The real-life inspiration for every line of sexual-tension-laden dialogue I've ever written:
SETTING: Meljean’s kitchen, 10:25, about twenty minutes after she and her husband (who we will call Bobby) have returned home (and not having eaten yet.)
COMPLICATIONS: Meljean doesn’t want to cook anything substantial or time-consuming, so she pulls out the mac & cheese (generic brand, because she likes that better, and in dinosaur shapes, because she bought it for her daughter thinking her daughter would like that, but her daughter DID NOT LIKE IT AND WHERE WAS THE MACARONI? And so all of the regular macaroni mac & cheese was gone, leaving Meljean with Dino mac.)
ACTION: Meljean cooks Dino mac. Meljean stirs in cheese and realizes that it’s different than usual generic brand, and does not smell very good.
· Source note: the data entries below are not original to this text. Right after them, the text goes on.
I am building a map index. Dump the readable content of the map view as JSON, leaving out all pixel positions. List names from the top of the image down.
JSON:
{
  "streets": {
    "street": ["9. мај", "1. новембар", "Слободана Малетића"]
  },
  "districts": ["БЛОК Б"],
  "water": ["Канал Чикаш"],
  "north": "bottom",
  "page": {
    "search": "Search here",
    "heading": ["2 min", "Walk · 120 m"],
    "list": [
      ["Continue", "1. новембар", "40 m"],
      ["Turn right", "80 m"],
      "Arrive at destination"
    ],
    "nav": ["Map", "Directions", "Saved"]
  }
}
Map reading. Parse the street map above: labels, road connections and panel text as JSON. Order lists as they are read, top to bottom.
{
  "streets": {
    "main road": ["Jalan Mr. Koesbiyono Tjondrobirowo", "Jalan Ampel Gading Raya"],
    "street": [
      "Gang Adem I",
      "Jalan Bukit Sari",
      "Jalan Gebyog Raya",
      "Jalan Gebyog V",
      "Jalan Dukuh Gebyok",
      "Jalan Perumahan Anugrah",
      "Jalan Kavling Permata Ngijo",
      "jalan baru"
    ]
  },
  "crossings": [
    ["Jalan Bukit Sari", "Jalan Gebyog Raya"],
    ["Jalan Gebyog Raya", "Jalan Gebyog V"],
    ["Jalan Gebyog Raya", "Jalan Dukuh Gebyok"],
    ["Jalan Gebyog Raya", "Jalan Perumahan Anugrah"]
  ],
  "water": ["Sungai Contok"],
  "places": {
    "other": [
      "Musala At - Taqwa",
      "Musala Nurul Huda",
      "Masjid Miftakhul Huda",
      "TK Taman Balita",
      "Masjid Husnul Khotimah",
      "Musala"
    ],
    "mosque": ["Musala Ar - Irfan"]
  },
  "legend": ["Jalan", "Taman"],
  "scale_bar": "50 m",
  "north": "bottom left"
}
MELJEAN: (calls to husband, sitting in living room with computer on lap and tv to sports channel) Yo! The mac & cheese is going to be gross! It’s the bad version of mac & cheese!
BOBBY: That’s okay, I’ve gotten used to everything you make being the bad version of whatever it’s supposed to be.
MELJEAN: You can’t see it, but I’m flipping you off.*
BOBBY: You can’t see it, but I took my wiener out of my pants and put it in your ass.**
*Was really scooping the gross mac & cheese into a bowl…because Meljean is also used to eating the worst of whatever her food is supposed to be.
**Was really sitting on the sofa trying to look up Peyton Manning’s SNL commercial.